(Recorded data):
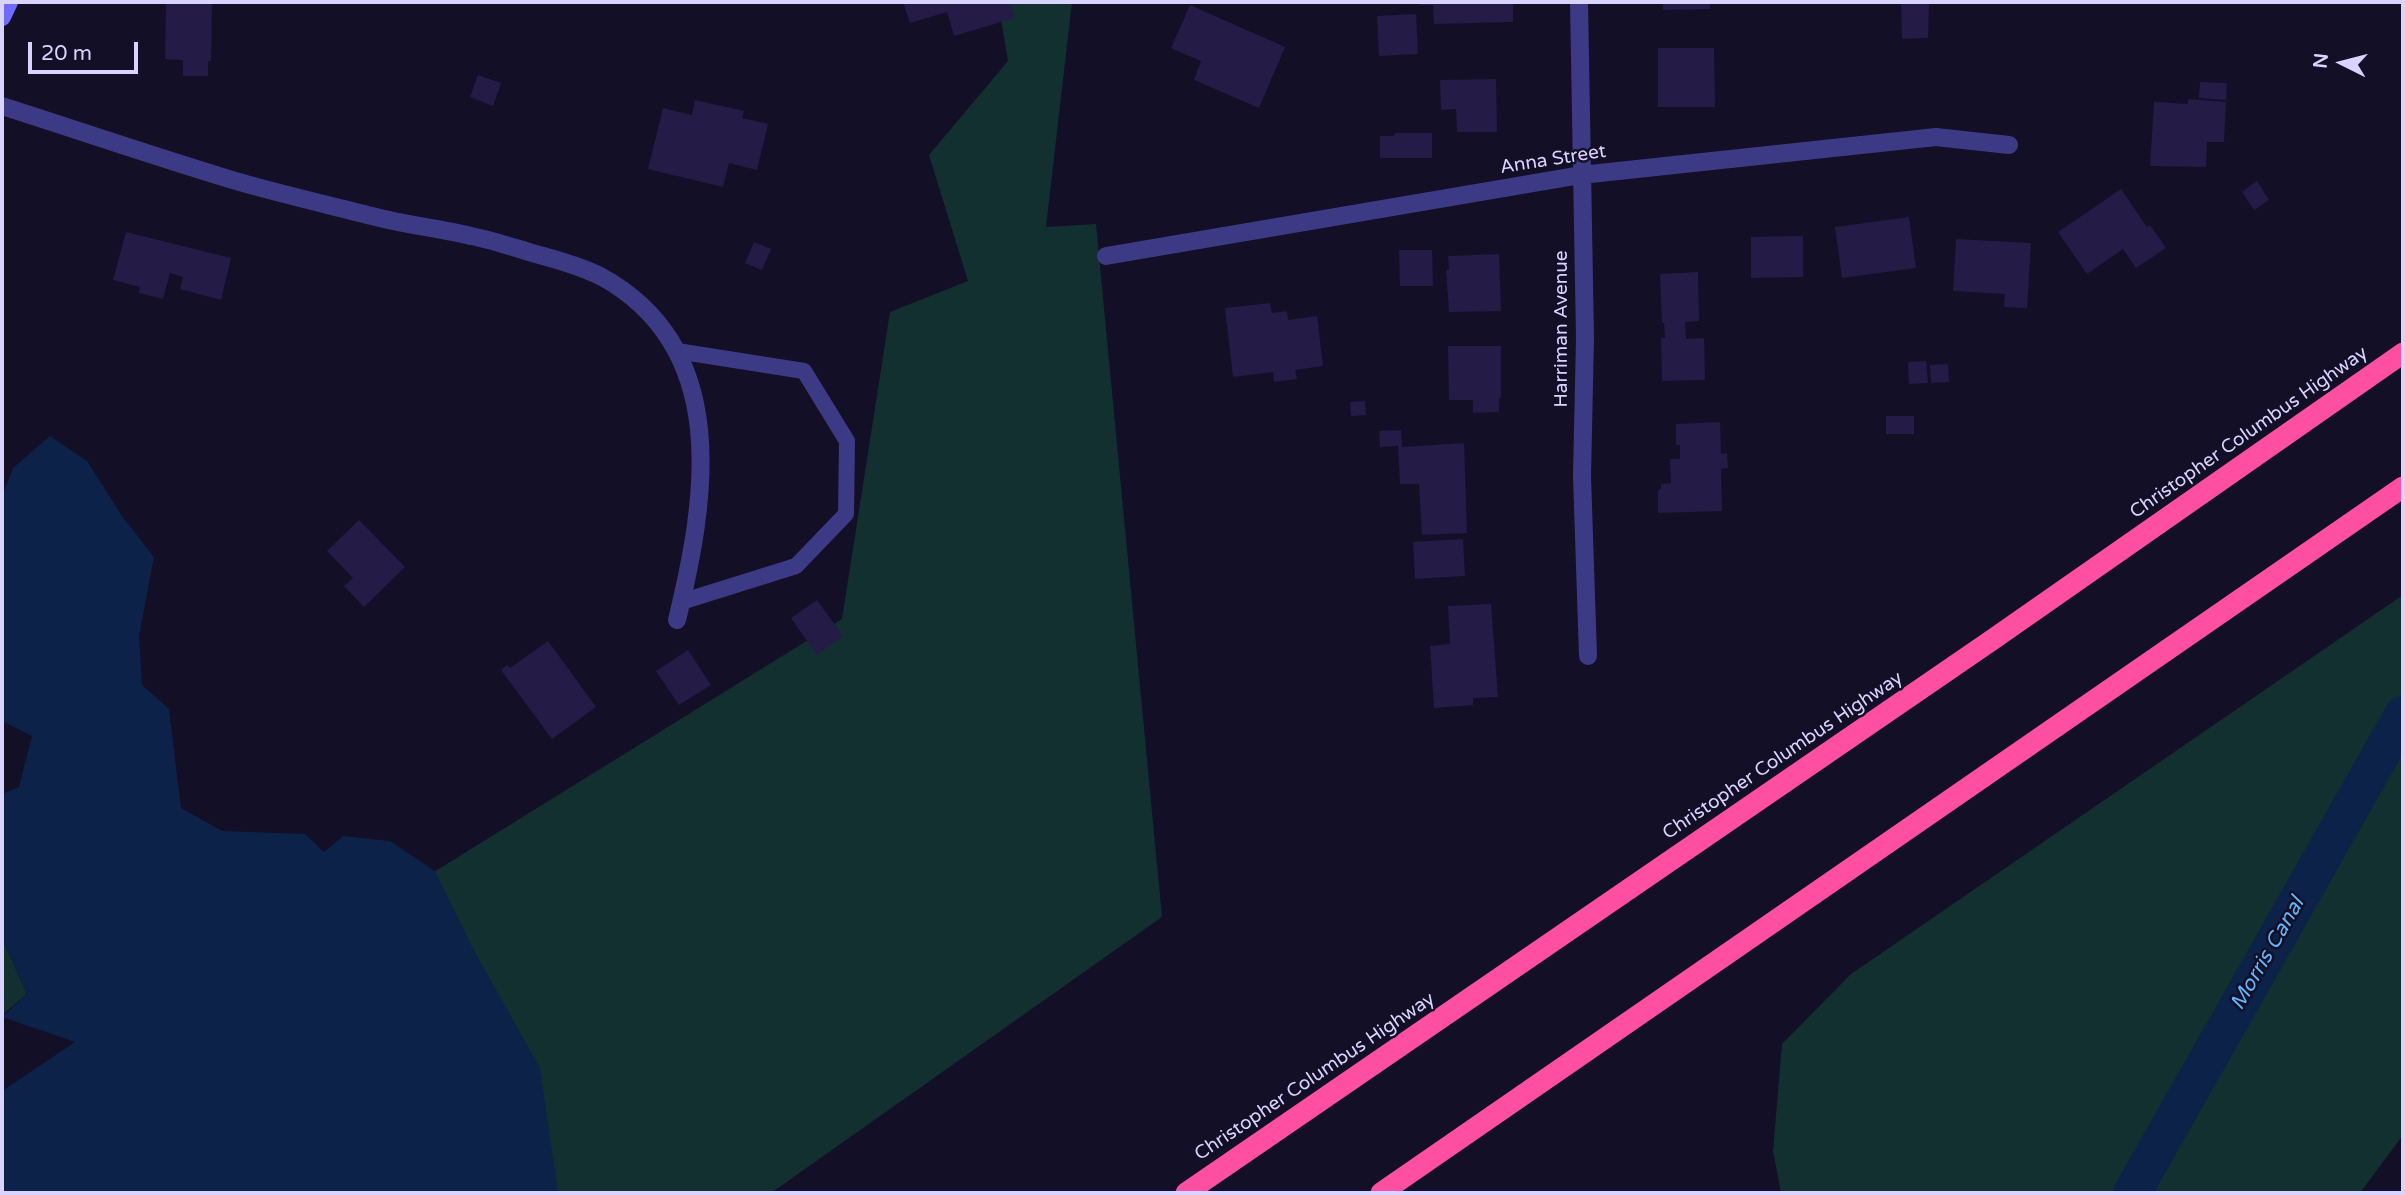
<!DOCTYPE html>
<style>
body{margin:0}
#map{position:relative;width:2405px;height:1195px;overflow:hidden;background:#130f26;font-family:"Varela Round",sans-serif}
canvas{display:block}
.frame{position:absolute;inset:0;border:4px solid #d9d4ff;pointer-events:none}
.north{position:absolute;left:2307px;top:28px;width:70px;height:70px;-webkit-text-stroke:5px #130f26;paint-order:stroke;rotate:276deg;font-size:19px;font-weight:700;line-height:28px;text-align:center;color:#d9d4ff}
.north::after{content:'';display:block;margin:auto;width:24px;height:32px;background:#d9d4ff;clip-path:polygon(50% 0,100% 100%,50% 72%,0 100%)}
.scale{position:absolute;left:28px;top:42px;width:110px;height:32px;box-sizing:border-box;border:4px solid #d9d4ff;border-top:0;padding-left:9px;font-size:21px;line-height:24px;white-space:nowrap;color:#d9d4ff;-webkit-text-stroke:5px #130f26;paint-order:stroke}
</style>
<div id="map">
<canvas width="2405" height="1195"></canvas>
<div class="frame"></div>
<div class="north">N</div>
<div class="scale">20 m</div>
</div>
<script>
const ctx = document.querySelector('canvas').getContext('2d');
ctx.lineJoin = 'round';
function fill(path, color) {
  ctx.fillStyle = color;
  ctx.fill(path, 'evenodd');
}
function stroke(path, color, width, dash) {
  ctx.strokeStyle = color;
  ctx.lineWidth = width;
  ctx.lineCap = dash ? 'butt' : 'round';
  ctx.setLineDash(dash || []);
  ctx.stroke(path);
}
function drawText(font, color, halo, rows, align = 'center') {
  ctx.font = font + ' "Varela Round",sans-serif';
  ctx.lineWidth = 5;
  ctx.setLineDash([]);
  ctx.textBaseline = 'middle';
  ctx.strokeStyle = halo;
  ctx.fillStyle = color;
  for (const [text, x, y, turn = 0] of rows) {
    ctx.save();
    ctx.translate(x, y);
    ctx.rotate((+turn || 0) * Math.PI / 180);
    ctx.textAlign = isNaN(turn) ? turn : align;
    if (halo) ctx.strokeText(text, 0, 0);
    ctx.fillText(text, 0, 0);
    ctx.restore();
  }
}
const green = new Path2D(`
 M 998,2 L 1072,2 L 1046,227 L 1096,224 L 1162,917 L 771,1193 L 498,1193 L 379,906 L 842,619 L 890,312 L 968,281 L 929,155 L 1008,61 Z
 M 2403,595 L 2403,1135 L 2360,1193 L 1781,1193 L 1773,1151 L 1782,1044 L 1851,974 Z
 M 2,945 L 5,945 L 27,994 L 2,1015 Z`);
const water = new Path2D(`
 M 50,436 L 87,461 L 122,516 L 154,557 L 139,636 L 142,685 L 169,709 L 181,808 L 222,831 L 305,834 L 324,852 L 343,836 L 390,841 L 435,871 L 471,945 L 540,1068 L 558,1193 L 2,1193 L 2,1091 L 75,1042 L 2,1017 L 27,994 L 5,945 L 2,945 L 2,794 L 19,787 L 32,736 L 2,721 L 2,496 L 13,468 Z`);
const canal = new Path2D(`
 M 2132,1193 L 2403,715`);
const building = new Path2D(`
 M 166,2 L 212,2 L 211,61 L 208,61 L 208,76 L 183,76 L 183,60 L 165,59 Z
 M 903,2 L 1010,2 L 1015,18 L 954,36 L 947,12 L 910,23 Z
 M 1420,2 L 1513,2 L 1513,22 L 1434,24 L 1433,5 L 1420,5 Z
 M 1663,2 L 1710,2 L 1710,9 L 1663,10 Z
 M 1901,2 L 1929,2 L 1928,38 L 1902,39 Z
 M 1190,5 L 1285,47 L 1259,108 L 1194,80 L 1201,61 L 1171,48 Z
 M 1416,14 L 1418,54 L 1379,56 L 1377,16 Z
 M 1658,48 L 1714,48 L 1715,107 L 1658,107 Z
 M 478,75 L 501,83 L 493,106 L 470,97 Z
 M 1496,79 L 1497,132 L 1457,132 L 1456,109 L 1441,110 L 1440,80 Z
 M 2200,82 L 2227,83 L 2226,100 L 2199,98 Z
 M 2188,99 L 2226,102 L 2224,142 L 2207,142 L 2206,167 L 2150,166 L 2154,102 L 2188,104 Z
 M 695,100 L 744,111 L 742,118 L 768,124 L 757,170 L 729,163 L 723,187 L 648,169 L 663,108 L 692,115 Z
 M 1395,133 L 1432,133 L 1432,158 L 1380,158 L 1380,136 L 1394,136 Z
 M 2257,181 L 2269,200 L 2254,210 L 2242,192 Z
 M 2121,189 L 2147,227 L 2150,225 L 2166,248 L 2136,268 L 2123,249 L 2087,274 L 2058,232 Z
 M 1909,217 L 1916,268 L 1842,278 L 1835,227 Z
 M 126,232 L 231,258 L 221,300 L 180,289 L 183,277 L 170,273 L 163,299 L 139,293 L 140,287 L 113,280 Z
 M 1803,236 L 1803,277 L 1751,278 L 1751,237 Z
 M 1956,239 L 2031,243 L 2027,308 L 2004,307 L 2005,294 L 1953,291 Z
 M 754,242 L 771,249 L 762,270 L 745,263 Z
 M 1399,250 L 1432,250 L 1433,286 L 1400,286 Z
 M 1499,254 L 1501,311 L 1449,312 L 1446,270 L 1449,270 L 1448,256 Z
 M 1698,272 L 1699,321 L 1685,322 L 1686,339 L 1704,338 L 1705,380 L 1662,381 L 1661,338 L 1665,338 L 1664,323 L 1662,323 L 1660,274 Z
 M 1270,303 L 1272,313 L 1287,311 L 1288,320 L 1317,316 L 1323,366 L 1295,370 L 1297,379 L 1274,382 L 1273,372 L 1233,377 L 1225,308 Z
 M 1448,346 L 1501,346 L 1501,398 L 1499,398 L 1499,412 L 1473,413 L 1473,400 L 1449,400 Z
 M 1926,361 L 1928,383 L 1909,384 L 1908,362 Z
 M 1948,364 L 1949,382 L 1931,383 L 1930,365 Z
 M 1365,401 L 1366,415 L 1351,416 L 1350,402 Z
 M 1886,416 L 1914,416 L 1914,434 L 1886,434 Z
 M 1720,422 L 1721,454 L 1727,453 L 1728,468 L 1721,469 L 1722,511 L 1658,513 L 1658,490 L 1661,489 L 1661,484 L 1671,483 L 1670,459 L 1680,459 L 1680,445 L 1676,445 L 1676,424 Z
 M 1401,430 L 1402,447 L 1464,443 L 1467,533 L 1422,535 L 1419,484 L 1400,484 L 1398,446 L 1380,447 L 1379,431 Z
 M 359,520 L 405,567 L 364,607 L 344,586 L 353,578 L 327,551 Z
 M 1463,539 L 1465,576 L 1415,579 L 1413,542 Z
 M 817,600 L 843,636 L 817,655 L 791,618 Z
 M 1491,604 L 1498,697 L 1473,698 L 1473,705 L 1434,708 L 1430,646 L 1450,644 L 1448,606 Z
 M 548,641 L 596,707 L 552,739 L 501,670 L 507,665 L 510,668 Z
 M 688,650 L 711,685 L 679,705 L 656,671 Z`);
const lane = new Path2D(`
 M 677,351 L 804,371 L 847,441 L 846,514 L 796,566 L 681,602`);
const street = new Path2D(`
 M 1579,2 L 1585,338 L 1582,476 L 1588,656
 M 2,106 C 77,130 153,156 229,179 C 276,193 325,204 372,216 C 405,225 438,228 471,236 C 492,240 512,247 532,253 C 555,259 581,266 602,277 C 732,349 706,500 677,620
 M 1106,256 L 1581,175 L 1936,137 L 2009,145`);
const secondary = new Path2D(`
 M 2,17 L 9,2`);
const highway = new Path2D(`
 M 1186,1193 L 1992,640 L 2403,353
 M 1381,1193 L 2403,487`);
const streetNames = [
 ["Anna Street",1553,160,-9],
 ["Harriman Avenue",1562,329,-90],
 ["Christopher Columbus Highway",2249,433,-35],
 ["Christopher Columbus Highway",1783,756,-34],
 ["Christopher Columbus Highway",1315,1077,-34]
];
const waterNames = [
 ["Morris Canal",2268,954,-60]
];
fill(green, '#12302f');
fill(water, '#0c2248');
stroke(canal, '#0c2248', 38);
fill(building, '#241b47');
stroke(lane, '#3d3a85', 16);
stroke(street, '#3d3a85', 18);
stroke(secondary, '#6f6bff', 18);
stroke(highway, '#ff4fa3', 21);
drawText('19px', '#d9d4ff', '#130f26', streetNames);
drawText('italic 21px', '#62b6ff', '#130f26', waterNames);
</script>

(How to complete this task):
In the material above, how many lines hold the word "strokeStyle"? Say only the number.

(Task output):
2